As I finish my first half of my summer internship, someone asked me whether I think that my MBA was worth it.
“Don’t you think that it really opened doors for you?” she asked.
Honestly, I don’t think so.
As I was a non-career changer — as I was already at an industry that I loved being in a department that I liked — there was really marginal benefit in doing an MBA. For the role I wanted, my boss has asked me to wait until things settled down before really quitting. He would have been open to giving me the role I wanted, if I waited for awhile.
But at that time, I knew that if I didn’t leap at the chance, I wouldn’t really get an MBA anymore. And I’d be left with the gnawing “What if?” feeling for the rest of my life.
But to be honest, Trader was unsupportive. “You’re already in finance – why do you need an MBA?!”

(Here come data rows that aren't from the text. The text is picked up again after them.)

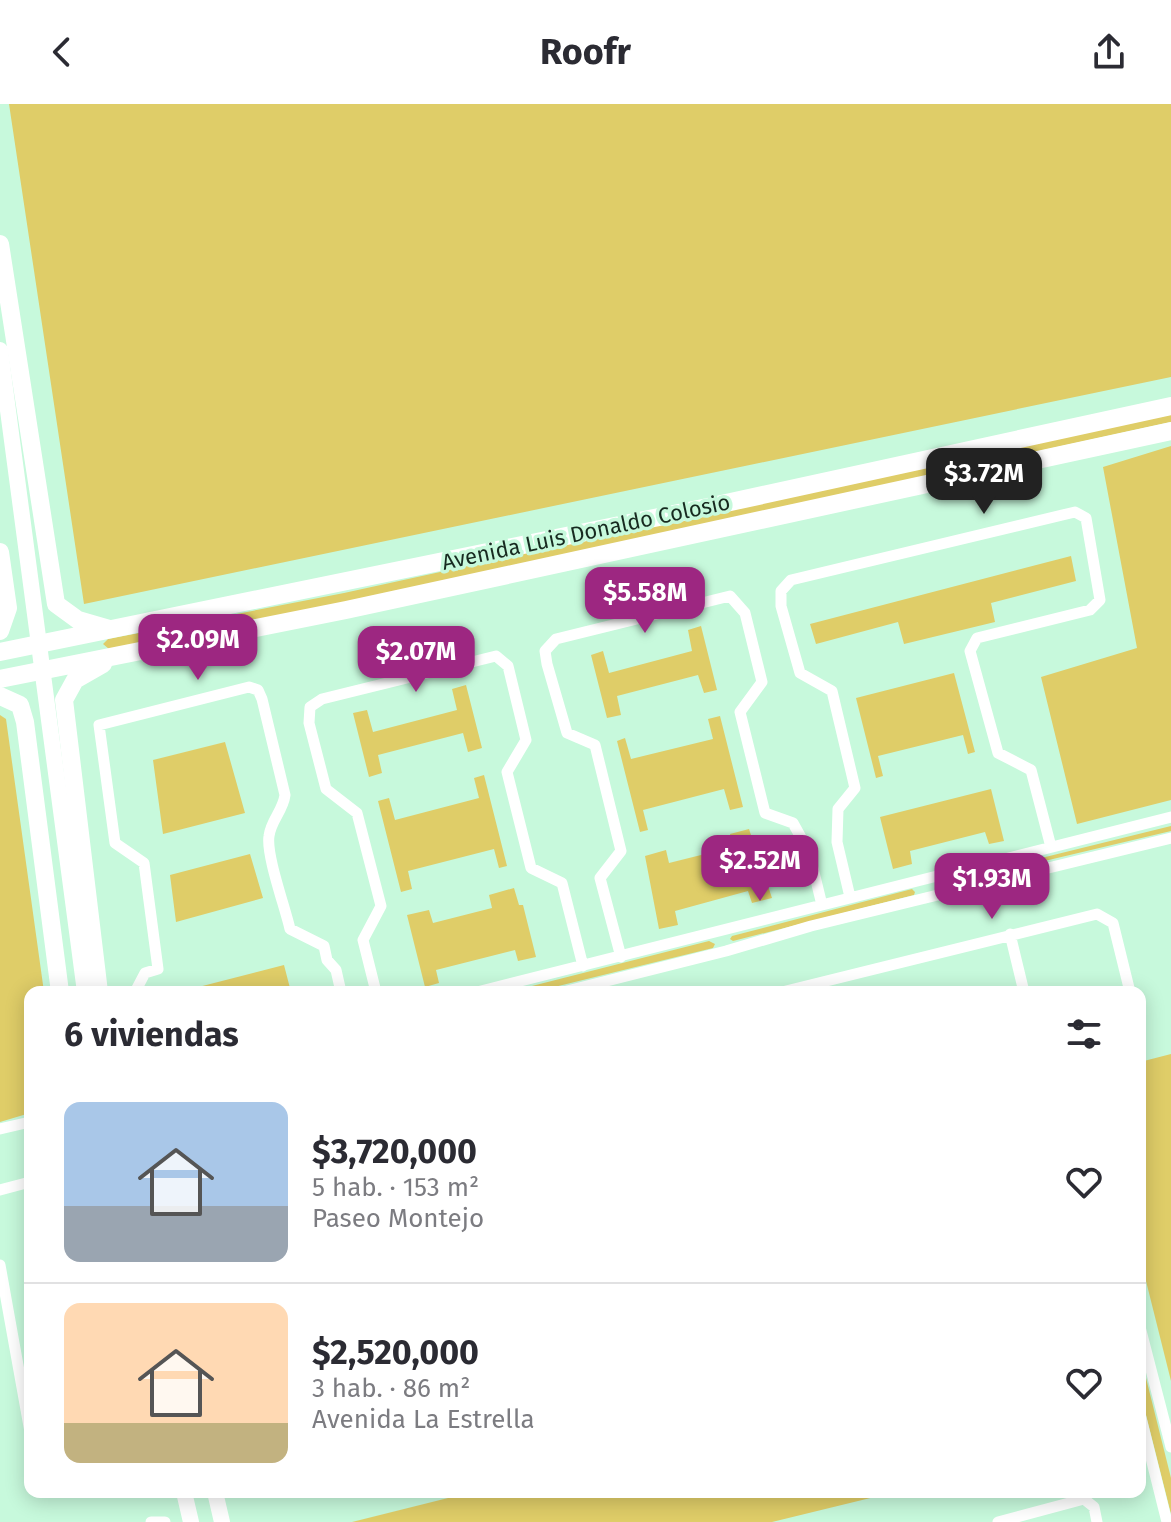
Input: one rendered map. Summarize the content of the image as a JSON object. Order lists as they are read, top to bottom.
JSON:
{
  "streets": {
    "main road": ["Avenida Luis Donaldo Colosio"]
  },
  "page": {
    "header": "Roofr",
    "price": [
      "$3.72M",
      "$5.58M",
      "$2.09M",
      "$2.07M",
      "$2.52M",
      "$1.93M"
    ],
    "heading": "6 viviendas",
    "list": [
      {
        "name": "$3,720,000",
        "note": "5 hab. · 153 m² · Paseo Montejo"
      },
      {
        "name": "$2,520,000",
        "note": "3 hab. · 86 m² · Avenida La Estrella"
      }
    ]
  }
}
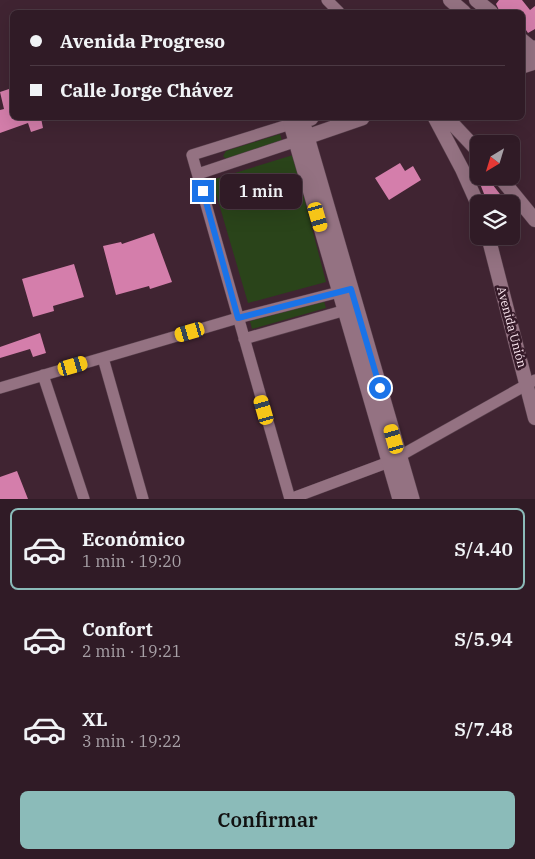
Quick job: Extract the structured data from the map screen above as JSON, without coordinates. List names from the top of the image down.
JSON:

My mom was unsupportive. “Bonita, to what use is an MBA if you want to have a family anyway? An MBA to tutor the children?”
My dad just didn’t care.
Economically, I was paying a sum of money for something that I already have anyway. Take for example, I could’ve done a lateral jump versus starting from the bottom as an intern today.

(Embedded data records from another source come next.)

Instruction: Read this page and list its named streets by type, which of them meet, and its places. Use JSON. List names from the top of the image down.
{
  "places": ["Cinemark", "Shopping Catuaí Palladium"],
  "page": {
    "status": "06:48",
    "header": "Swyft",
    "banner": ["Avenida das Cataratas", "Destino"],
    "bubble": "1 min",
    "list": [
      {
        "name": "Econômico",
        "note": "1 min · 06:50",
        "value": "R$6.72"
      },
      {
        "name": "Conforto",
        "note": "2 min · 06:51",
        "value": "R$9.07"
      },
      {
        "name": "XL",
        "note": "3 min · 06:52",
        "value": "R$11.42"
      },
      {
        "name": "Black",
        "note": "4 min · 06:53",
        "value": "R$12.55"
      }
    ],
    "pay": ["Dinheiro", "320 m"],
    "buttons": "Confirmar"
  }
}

But I was pretty stubborn.
I insisted I needed it. It was part of my bucket list.
“No,” my mom corrected. “You want it. It’s your luxury.”
But I held my ground. I had enough savings to fully support myself for the next 16-years. So against everyone’s opinion, I did it.
Now as I’m almost done, I do ask myself, “Was it worth it?”
Honestly, it was good to get an MBA to calm that troubling feeling in my heart. It calmed down the “What if?” questions. It gave me a better and wider appreciation of the world.
But was it worth leaving 16 months from the workforce?
No, it wasn’t.
Not really.
I would have preferred to work and actually be surrounded by a group of colleagues who were cream of the crop. They were, in a word, competent. In MBA, people act as if they’re going through their second high school and many of them do not treat their studies as seriously. Frustrating especially if you’re fortunate enough to be grouped with one of these freeloaders.
For networks, they were great — but it’s not as if building up your network at work was impossible. You could have easily done that in and out of your office. Hong Kong is just diverse, instead of staying inside the dorm studying most of the time.
I think I could have learned more from real life experience. My finance professor said that debt was good because it gave you more tax breaks. Any owner who seriously owns the business is scared of heavy debt. In case you cannot service them, then you lose everything. That’s why people say, there is still that diference between academics and real-life practitioners.
My colleagues were the best professors. Teachers taught concepts. Colleagues actually know whether they’re applicable or not. Because they’re actually taking part of the action.
The academics were fulfilling – I really liked learning. Information was my high.
Regardless, maybe what my colleague said was true — I could’ve done it part time.
So do I regret my MBA?
Funnily enough, no. I was so stubborn that I would’ve insisted and pouted if I didn’t get my way for an MBA.
But is it for everyone?
Not really.
Think carefully before you pursue such a huge commitment. Sometimes, all you need is a break. But it doesn’t make sense to quit working altogether.
Good luck with your decisions!
And sorry for being so quiet – sleeping early and waking up early does not bode well to a sunny disposition.
Personally, this post gives me the chills… As I’m about to take the same leap in a few days I find myself asking the same question – will it be worth it?
I truely hope that you have gained a few things from this experience so it wasn’t a complete waste of time…
All the best!
Hey Bonita, hang in there! Juggling a full time job and an education is not easy too and there is another set of problems with that kind of arrangement – eg support from company and colleagues, no vacation, possibility of burnt-out etc…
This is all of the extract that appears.